TINTA NUSANTARA.CO.ID-MEDAN – Polemik penanganan perkara dugaan penganiayaan berat di Polrestabes Medan kembali menjadi sorotan. Keluarga tersangka berinisial LS, yang telah ditetapkan sebagai Daftar Pencarian Orang (DPO), kembali menggelar aksi unjuk rasa dengan tuntutan agar penyidik menerbitkan Surat Perintah Penghentian Penyidikan (SP3) terhadap perkara tersebut.

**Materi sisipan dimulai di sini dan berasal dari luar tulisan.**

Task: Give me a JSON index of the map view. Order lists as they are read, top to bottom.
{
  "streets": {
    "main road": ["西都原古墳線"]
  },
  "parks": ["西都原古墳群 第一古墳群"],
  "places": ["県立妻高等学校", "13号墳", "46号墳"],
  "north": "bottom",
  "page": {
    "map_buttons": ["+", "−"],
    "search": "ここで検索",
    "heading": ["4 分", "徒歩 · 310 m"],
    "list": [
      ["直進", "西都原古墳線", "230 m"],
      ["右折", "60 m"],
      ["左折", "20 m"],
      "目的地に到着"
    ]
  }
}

Aksi yang dipimpin oleh Tionina Br. Sihotang, istri tersangka LS, memunculkan beragam tanggapan. Sejumlah pihak menilai tuntutan penghentian penyidikan terhadap perkara yang masih berjalan berpotensi dipersepsikan sebagai bentuk intervensi terhadap proses penegakan hukum yang sedang dilakukan penyidik Polrestabes Medan.
Ironisnya, berdasarkan informasi yang dihimpun, Tionina Br. Sihotang disebut belum memenuhi panggilan penyidik sebagai saksi dalam perkara tersebut. Namun, dalam aksi unjuk rasa, ia tampak lantang menyuarakan agar kasus yang menjerat suaminya dihentikan melalui mekanisme SP3.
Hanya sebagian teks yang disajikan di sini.